So Voinovich brought a grasp of cities, their importance and their challenges, to the governor’s office. He knew how local governments work, and the perspective of the state legislature. All of that knowledge, gained through 44 years in office, served his constituents well. If today many voters appear unimpressed with experience, Voinovich offers the counterargument, much as his pragmatism provides a constructive alternative to the current ideologically driven debate.

It matters that a mayor, county executive, governor, or even a president, knows how things function in the public sector. Many chuckled or cringed when Voinovich talked about getting into the “bowels of government.” Yet, in the main, his purpose was holding agencies to account as part of seeing government as a tool to elevate lives.

Which gets to the more defining aspect of his leadership — that steady pragmatism. With his sudden death over the weekend at age 79, it is worth appreciating.

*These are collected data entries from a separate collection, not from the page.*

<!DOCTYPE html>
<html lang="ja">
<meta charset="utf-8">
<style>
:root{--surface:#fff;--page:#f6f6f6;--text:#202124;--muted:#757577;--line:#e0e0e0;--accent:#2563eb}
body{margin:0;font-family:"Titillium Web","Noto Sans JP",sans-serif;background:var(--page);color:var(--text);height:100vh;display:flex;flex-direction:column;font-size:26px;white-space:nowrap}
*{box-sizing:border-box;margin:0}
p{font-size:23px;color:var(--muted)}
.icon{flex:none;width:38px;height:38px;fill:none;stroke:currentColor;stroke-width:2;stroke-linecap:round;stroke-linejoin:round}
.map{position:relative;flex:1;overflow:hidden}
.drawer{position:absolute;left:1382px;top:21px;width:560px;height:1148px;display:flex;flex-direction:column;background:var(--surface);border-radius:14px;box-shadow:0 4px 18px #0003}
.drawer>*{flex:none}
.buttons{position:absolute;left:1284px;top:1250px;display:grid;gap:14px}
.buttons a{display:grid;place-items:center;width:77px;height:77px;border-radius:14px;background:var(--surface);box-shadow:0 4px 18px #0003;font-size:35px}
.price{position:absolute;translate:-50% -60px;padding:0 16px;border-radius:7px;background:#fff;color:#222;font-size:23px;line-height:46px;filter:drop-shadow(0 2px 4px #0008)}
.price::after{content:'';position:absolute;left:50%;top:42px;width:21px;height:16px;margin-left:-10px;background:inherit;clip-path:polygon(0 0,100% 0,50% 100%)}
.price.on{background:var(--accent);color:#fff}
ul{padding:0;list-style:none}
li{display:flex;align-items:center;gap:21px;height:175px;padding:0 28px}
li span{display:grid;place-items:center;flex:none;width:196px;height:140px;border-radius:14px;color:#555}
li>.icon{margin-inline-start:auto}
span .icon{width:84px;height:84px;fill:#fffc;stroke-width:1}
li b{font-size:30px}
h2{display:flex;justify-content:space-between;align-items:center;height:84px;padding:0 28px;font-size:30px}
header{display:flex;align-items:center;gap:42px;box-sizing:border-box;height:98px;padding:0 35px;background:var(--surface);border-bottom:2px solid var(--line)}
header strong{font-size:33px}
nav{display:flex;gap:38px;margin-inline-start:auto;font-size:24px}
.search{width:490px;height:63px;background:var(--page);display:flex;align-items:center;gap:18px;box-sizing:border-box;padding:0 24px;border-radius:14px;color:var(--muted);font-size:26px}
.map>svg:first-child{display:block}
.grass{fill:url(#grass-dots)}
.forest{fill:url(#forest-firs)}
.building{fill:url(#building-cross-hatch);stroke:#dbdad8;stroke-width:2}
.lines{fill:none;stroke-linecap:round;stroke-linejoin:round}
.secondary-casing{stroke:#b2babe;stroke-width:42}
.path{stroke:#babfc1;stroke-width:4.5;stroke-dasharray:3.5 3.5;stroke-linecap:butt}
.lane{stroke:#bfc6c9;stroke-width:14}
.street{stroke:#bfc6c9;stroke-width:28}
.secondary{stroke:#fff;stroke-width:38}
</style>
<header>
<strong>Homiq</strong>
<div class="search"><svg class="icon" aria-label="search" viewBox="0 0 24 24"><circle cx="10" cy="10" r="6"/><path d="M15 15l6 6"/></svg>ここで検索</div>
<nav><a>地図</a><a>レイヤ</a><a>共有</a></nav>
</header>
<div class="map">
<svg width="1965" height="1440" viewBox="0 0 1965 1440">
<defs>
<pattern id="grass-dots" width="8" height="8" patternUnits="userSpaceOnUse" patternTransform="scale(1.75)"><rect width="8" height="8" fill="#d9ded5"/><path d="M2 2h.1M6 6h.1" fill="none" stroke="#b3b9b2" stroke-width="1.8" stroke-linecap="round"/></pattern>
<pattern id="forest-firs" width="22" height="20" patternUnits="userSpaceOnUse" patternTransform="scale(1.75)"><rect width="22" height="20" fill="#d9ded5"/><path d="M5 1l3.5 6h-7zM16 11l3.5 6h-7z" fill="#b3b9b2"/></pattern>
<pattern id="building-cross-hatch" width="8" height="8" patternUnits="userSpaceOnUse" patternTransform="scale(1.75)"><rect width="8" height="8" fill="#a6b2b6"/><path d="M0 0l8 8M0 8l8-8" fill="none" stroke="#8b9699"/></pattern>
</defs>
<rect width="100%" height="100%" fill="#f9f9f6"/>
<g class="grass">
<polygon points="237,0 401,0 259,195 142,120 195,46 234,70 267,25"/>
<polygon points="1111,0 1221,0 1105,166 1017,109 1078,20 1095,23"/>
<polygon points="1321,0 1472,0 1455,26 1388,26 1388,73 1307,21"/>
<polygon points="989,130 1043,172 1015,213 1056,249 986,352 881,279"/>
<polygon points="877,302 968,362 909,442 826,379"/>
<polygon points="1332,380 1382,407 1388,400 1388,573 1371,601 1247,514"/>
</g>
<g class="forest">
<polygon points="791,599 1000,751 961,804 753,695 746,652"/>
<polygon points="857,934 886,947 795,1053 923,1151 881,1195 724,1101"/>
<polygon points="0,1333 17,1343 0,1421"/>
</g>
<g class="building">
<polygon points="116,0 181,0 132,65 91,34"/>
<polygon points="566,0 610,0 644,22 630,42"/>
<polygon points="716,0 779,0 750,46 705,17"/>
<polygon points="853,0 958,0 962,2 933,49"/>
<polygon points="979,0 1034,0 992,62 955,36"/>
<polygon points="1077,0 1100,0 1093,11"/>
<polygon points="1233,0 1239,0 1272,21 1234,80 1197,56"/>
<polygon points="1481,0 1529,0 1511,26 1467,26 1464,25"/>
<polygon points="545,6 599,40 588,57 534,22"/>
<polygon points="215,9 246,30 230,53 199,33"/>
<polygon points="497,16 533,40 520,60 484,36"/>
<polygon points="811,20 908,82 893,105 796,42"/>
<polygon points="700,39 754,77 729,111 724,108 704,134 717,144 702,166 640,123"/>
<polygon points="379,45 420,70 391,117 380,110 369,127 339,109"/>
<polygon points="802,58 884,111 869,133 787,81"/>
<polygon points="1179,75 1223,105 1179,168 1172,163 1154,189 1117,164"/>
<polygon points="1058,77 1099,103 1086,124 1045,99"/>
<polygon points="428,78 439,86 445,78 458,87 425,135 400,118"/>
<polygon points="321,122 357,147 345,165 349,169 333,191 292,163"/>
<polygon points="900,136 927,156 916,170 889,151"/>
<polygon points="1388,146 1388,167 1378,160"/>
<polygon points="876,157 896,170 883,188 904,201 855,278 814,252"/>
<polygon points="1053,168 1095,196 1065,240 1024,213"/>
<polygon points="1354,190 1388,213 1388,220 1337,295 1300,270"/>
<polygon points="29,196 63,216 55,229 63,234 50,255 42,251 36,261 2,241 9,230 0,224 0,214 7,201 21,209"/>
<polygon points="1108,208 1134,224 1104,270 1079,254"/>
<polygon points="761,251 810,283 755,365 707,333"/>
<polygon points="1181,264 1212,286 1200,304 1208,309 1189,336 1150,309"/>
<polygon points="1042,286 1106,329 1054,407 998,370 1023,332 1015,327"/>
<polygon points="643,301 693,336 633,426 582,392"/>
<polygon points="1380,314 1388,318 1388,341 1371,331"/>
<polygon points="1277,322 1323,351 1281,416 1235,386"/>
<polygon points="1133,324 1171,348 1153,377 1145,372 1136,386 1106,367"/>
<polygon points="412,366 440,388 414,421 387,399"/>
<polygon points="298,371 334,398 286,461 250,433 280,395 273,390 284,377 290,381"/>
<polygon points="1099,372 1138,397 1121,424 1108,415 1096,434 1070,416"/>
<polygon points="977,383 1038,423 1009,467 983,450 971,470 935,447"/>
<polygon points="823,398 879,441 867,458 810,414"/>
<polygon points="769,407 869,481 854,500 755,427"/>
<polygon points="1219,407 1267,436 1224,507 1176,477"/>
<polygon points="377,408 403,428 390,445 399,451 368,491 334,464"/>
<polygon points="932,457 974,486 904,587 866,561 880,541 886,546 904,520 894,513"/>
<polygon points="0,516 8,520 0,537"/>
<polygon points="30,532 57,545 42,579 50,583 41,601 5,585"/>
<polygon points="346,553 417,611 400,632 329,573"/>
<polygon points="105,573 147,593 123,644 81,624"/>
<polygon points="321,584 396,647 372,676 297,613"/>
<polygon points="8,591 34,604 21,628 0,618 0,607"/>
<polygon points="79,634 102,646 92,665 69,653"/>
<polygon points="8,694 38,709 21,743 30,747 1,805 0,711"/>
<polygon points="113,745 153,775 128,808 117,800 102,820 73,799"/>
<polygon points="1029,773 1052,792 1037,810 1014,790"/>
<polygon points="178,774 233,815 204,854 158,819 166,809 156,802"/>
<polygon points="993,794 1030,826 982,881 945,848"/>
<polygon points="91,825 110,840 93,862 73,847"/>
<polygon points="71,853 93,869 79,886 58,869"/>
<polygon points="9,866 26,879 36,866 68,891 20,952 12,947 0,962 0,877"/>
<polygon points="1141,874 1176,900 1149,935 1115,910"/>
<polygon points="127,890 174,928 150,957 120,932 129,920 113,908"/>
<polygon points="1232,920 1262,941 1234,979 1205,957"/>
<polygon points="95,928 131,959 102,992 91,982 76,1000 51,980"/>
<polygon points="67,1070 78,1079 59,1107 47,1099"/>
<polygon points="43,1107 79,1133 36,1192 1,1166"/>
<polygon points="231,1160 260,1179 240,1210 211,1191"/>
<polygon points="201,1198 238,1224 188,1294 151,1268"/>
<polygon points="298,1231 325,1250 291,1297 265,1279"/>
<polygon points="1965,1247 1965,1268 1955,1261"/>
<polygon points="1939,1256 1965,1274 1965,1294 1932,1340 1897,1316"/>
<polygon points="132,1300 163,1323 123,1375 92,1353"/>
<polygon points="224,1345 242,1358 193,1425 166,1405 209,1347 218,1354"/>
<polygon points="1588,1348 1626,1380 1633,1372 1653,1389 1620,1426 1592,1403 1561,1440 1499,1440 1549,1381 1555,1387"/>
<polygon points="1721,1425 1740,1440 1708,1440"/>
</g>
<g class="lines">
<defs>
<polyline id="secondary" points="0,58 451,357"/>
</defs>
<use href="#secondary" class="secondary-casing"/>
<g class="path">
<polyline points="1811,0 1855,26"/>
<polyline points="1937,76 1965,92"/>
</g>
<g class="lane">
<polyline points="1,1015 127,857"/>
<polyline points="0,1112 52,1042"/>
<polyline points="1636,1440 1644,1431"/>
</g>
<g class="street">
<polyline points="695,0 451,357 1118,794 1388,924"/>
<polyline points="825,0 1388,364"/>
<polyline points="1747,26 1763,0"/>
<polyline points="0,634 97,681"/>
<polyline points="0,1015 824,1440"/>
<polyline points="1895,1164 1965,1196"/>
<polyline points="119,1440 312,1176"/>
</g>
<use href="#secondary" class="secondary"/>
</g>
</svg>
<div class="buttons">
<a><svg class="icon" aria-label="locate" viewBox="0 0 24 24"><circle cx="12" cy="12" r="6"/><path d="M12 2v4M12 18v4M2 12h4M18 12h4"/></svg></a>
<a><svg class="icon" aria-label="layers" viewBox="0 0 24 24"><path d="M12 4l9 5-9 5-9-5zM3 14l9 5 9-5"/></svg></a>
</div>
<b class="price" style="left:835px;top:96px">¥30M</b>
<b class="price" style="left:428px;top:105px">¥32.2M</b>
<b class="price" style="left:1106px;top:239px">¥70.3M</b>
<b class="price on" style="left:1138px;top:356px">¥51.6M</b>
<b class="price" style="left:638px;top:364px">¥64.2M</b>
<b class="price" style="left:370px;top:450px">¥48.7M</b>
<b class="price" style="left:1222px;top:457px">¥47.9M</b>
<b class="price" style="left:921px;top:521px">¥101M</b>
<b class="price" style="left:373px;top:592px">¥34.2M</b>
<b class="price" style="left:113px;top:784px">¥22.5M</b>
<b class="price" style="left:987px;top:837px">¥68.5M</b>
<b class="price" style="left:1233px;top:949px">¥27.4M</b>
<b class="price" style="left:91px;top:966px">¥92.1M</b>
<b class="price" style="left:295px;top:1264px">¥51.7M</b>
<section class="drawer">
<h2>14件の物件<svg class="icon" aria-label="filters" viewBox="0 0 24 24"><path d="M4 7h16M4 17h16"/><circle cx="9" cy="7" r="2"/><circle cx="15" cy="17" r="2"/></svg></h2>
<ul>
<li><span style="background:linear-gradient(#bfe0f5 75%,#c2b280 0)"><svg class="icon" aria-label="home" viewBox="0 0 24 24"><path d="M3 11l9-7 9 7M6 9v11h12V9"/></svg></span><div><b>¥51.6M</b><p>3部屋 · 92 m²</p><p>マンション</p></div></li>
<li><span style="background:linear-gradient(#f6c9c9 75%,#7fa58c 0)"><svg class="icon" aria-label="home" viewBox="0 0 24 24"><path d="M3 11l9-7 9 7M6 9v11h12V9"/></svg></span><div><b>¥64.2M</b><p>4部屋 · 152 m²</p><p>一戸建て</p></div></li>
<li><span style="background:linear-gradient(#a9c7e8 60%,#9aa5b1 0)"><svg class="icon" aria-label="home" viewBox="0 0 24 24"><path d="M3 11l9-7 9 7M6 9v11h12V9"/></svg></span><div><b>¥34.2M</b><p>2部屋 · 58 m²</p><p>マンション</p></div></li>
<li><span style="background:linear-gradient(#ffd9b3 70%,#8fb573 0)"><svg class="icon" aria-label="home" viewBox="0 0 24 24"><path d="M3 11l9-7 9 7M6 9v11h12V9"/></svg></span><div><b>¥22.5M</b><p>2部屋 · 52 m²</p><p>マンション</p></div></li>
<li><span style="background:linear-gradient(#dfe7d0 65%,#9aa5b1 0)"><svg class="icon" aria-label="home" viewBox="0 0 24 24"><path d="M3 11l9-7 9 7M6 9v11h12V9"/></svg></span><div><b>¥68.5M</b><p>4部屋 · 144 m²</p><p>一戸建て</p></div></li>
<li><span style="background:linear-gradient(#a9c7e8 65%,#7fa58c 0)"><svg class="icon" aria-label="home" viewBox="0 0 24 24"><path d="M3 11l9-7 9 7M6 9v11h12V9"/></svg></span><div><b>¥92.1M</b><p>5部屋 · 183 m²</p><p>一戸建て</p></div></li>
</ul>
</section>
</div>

It was evident in his partnerships, with George Forbes, the president of the Cleveland City Council, or Vern Riffe, the House speaker, and Stanley Aronoff, the state Senate president. A Republican, Voinovich knew how to reach across the aisle. He worked with the business community. He practiced a balanced approach to budgeting, combining tax increases with spending reductions. He criticized the Bush White House for its failure to raise revenue to pay for the wars in Iraq and Afghanistan.

What also appealed about this Voinovich style of leadership was his commitment to becoming better informed. It was evident after the Sept. 11 attacks and the mounting debacle in Iraq as he plunged into the scholarship about Islam. He listened to the experts during the deadly Lucasville prison riot and thus maintained a lower profile as he worked to end the crisis and minimize the toll.

This editorial page had its disagreements with Voinovich, for instance, on climate change and school vouchers. He ran a carelessly negative and losing campaign against Howard Metzenbaum for the U.S. Senate in 1988. He knew the rough and tumble partisan side.

Yet if he didn’t do enough to repair school funding, he routed resources to public education at a level almost Olympian compared to the contingent now at the Statehouse. George Voinovich has many accomplishments in public life. What most deserves recalling — and sustaining — is the way he went about his public work.

As a senator, he occasionally would all but cry out in candor: You’re not doing it right! Public life would benefit from much more of the Voinovich spirit, informed, pragmatic, experienced, mature and devoted to doing the right thing, or what is required to govern effectively.